Basic Budget Economics. Professor: Richard Darman, about to become head of the Office of Management and Budget.

Advanced Foreign Policy. Professors: Henry Kissinger, former Secretary of State; and Jeane Kirkpatrick, former U.S. Ambassador to the United Nations.

How to Look Good on TV. Professor: Steve Studdert, an imagemaker for George Bush.

Problems of the Modern Vice Presidency. Professors: former Vice Presidents Richard Nixon and Walter Mondale.

Plus a course in the politics of southern Africa (professor: Assistant Secretary of State for African Affairs Chester Crocker), a tutorial on neoconservative thought (professor: Irving Kristol of the American Enterprise Institute), and a briefing on the Strategic Defense Initiative (Star Wars) by Edward Teller, the father of the hydrogen bomb. And all for just one pupil: Vice President J. Danforth Quayle.

From Election Day to the start of Inauguration week, Quayle virtually hid out in his transition office opposite the White House. He gave no speeches or interviews, made no television appearances. Instead he devoted most of his time to cramming on subjects he will need to know a bit about if he is to give cogent advice to President Bush -- or take over If Something Happens. At least three times on most weekdays, including several sessions over lunch, Quayle tried to absorb the expertise communicated by the most knowledgeable tutors his staff could round up.

That such crash courses should be necessary spotlights Quayle's greatest difficulty. In his own words, delivered during an NBC television interview last week, he is still "a huge question mark" in the public's mind. That is putting it mildly: to many people the campaign image of an intellectual lightweight stubbornly lingers. In a Yankelovich Clancy Shulman poll taken for TIME before the Inauguration, half of those questioned had no particular impression of Quayle, and 30% viewed him unfavorably. Asked if Quayle is qualified to assume the presidency, 52% said no and only 30% said yes -- a poorer ratio than the negative vote he drew in August (44% no, 33% yes), when Bush had just selected him as running mate.

As the Inauguration neared, Quayle evidently felt more confident. At the start of last week, he agreed to a round of TV, newspaper and magazine interviews. He was assigned by Bush to get his first taste of diplomacy on a visit to Venezuela and two to four other Latin American nations only a couple of weeks after being sworn in. Though Quayle played the traditional role of Just Barely Visible Man through most of the Inaugural ceremonies, he delivered what some advisers called his own Inaugural Address at the concluding gala Saturday night.
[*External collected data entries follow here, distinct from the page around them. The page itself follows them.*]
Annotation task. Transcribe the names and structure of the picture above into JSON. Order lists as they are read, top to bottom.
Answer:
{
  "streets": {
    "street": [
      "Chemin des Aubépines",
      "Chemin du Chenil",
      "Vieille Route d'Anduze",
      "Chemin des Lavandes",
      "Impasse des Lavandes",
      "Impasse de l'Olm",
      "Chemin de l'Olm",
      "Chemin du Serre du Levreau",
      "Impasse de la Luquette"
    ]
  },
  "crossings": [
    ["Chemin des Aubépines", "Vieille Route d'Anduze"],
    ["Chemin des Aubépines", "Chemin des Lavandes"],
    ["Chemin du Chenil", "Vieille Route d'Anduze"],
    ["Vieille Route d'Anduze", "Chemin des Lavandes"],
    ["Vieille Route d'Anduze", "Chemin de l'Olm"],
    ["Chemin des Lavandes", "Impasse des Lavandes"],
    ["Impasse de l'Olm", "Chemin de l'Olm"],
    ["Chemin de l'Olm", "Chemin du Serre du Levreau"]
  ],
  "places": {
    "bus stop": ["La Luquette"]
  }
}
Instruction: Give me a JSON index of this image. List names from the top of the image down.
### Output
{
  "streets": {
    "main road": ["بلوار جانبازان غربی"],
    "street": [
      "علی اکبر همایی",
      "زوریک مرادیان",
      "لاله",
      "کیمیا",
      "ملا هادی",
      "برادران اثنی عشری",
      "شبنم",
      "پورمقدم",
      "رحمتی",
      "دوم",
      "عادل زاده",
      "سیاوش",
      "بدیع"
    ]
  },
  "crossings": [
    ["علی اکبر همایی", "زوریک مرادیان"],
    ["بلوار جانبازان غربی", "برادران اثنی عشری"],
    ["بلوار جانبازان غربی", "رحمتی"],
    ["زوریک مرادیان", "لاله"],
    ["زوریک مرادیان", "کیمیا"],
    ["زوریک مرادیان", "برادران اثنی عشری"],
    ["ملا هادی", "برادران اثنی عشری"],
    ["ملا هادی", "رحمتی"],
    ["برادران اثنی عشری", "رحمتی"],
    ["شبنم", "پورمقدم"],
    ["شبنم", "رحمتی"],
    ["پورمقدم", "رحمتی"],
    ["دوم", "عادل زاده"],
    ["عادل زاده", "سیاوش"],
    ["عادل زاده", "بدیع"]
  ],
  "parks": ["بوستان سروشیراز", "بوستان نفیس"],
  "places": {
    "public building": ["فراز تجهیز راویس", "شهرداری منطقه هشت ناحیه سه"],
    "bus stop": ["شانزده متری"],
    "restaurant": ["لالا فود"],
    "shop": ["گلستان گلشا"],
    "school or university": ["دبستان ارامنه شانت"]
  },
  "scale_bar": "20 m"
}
Quayle said he had come to appreciate Winston Churchill's classic line that "nothing in life is so exhilarating as to be shot at without result." He ridiculed the "self-importance" of the "Washington | Establishment" -- rather odd for the Vice President of an Administration dominated by such Establishment types as Bush and most members of the Cabinet.

As Vice President, Quayle asserts, his model will be -- surprise! -- Bush. Quayle will receive the same intelligence briefings as the President and sit in on Cabinet meetings, so he will be fully informed on policy. But, following Bush's wishes, Quayle will keep his mouth shut except when talking one on one with the President, whom he will serve as a general adviser on the whole range of policy issues. Like his predecessor, Quayle already has a standing once-a- week lunch date with his boss; they will eat together every Thursday. Quayle will also have some responsibility for space exploration and regulatory reform issues.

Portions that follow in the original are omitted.